If the construction time increases, almost all the cost items, apart from the equipment, are affected by such increase. In particular, the cost items affected by a time schedule increase are as follows:

• Labour cost: on the construction site of a reactor plant, thousands of people are employed.

• Rent fees for building infrastructures (e. g. special cranes).

• Escalation: the amount of all the cost items tends to increase because of a generalized inflation mechanism; the inflation rate may specifically relate to the price dynamics of the main inputs, such as structural materials, energy, etc.

• Interest during construction: financial costs related to the capital remuneration increase with the investment duration.

In addition to the cost increase, each day of construction schedule delay represents a loss in terms of missed electricity generation and potential revenues.

Once construction and commissioning are completed, the NPP enters the operation mode.

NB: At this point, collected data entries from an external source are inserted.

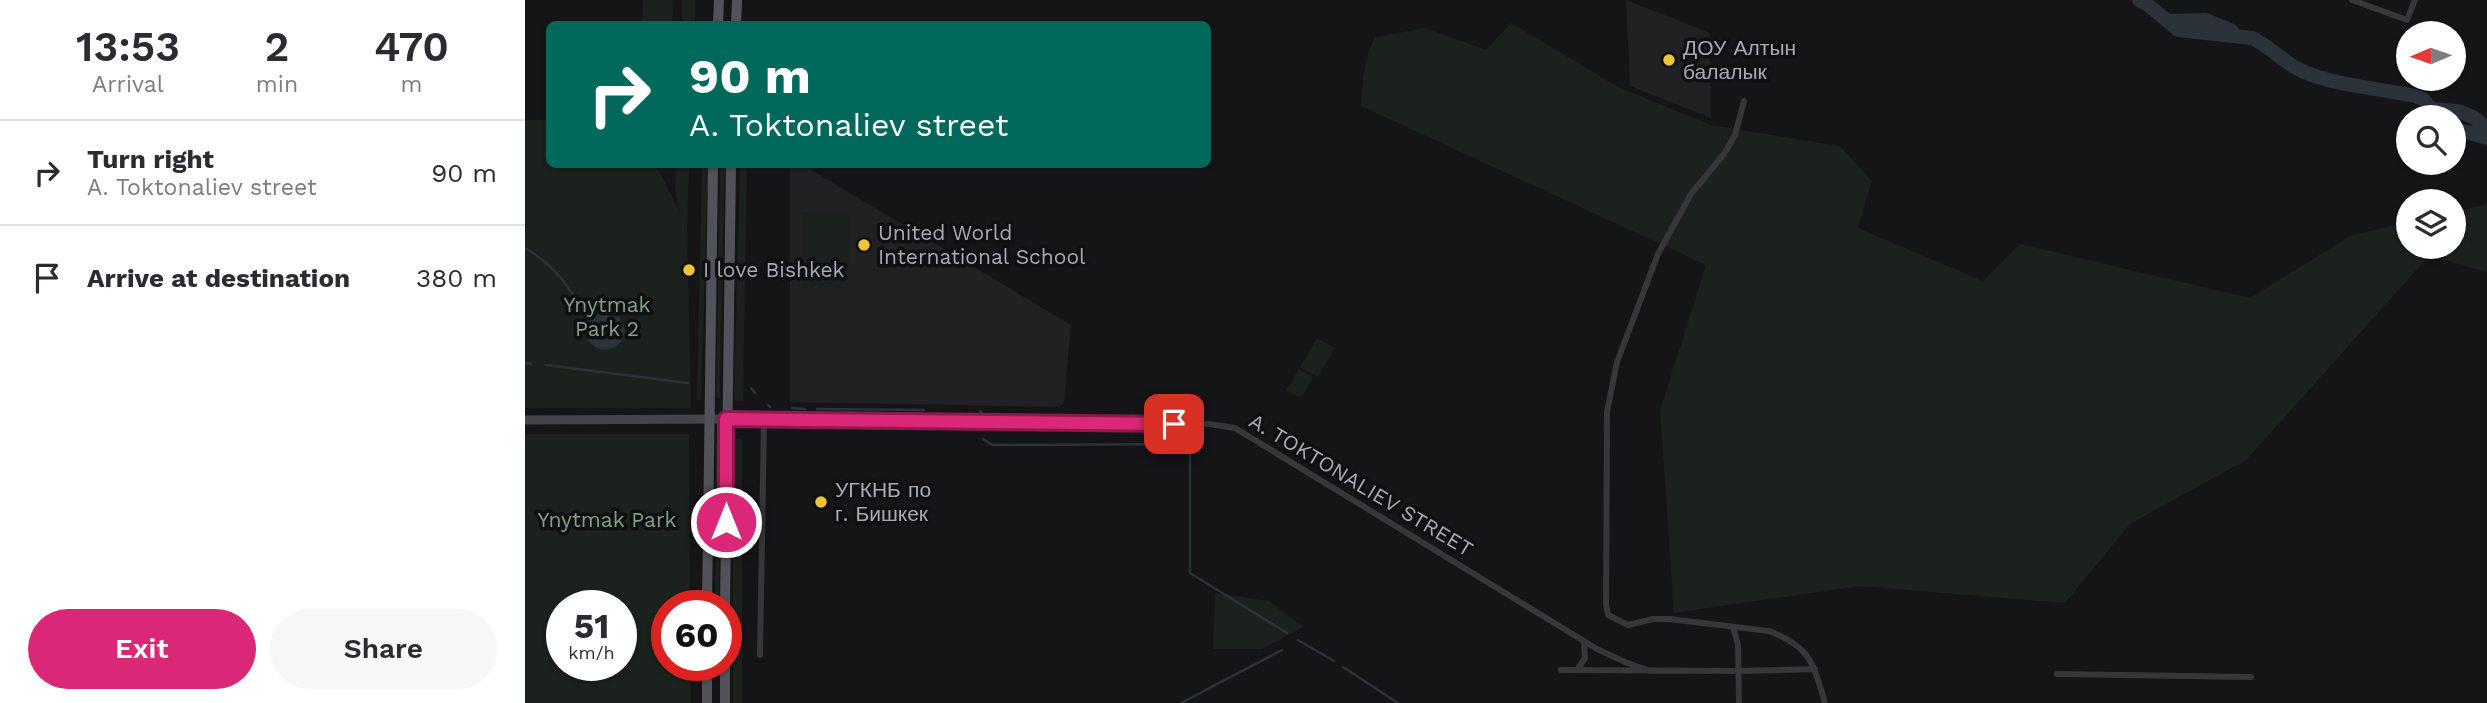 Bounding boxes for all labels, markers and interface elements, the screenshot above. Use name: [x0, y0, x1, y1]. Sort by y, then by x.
north arrow: [2396, 21, 2466, 91]
map controls: [2396, 21, 2466, 259]
text: 13:53: [76, 22, 180, 71]
text: 2: [265, 22, 289, 71]
text: 470: [374, 22, 449, 71]
place label: ДОУ Алтын балалык: [1683, 35, 1796, 84]
text: 90 m: [689, 47, 811, 105]
icon: right: [574, 49, 665, 140]
marker: ДОУ Алтын балалык: [1661, 52, 1677, 68]
text: Arrival: [92, 71, 164, 98]
text: min: [256, 71, 298, 98]
text: m: [401, 71, 423, 98]
button: search: [2396, 105, 2466, 175]
text: A. Toktonaliev street: [689, 106, 1008, 144]
text: Turn right: [87, 144, 214, 174]
icon: right: [28, 154, 66, 192]
text: 90 m: [431, 158, 497, 188]
text: A. Toktonaliev street: [87, 174, 317, 201]
button: layers: [2396, 189, 2466, 259]
place label: United World International School: [878, 220, 1086, 269]
marker: United World International School: [856, 237, 872, 253]
place label: I love Bishkek: [703, 257, 845, 282]
icon: arrive: [28, 259, 66, 297]
marker: I love Bishkek: [681, 262, 697, 278]
text: Arrive at destination: [87, 263, 350, 293]
text: 380 m: [416, 263, 497, 293]
park label: Ynytmak Park 2: [564, 292, 651, 341]
pin: [1144, 394, 1204, 454]
icon: arrive: [1155, 405, 1193, 443]
street label: A. TOKTONALIEV STREET: [1245, 408, 1478, 561]
place label: УГКНБ по г. Бишкек: [835, 477, 931, 526]
position arrow: [689, 485, 763, 559]
marker: УГКНБ по г. Бишкек: [813, 494, 829, 510]
park label: Ynytmak Park: [538, 507, 677, 532]
speed limit sign: 60: [651, 590, 742, 681]
text: 51: [574, 605, 609, 647]
button: Exit: [28, 609, 256, 689]
button: Share: [270, 609, 497, 689]
text: km/h: [568, 642, 615, 663] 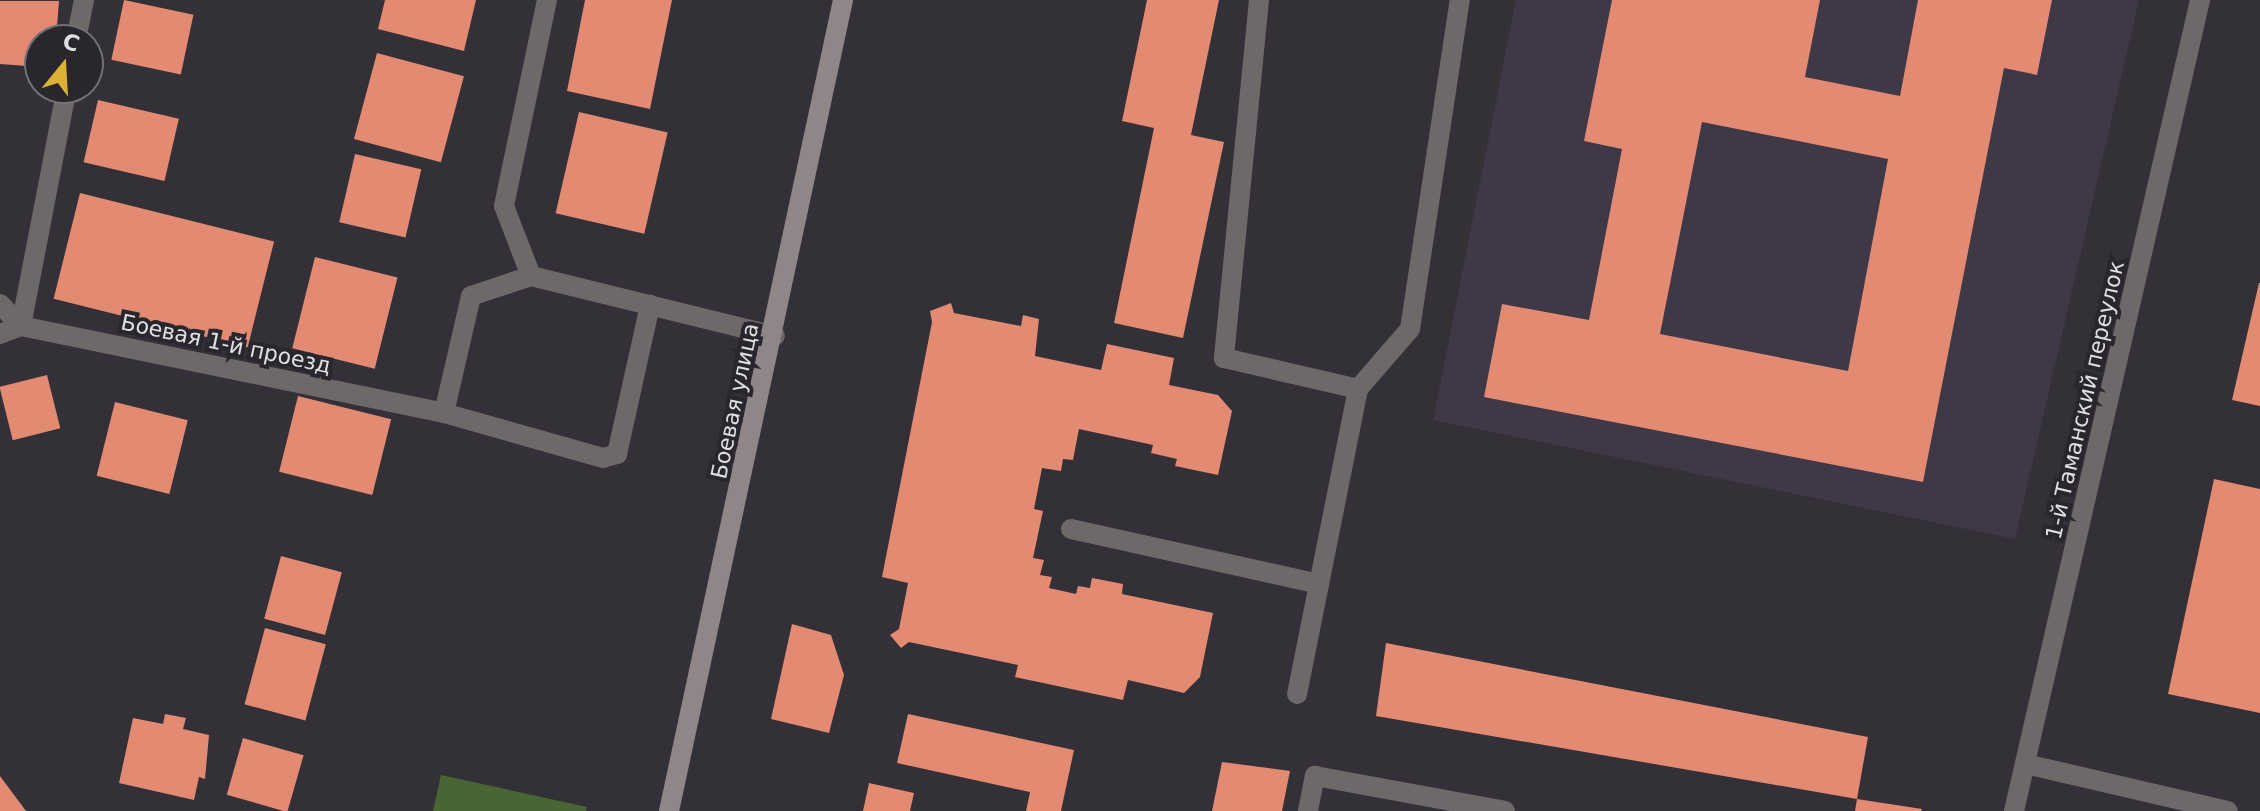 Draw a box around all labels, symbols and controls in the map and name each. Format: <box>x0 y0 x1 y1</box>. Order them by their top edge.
north arrow <box>24 24 104 104</box>
text: С <box>59 28 82 57</box>
street label: 1-й Таманский переулок <box>2040 258 2130 542</box>
street label: Боевая 1-й проезд <box>118 309 334 379</box>
street label: Боевая улица <box>706 321 764 481</box>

In this phase almost all the costs are fixed (Parsons and Du, 2009). A large part of the operation and fuel costs is independent of the electricity generated (fixed costs). Even if the plant has a low capacity factor, the labour cost, which is the main component of O&M costs, does not change, and neither does most of the maintenance cost.

As a consequence of the essentially fixed nuclear generation costs, the NPP manager’s interest is generally to run the plant at its target (i. e. nominal) capacity. For this reason nuclear power is most suited for base load production.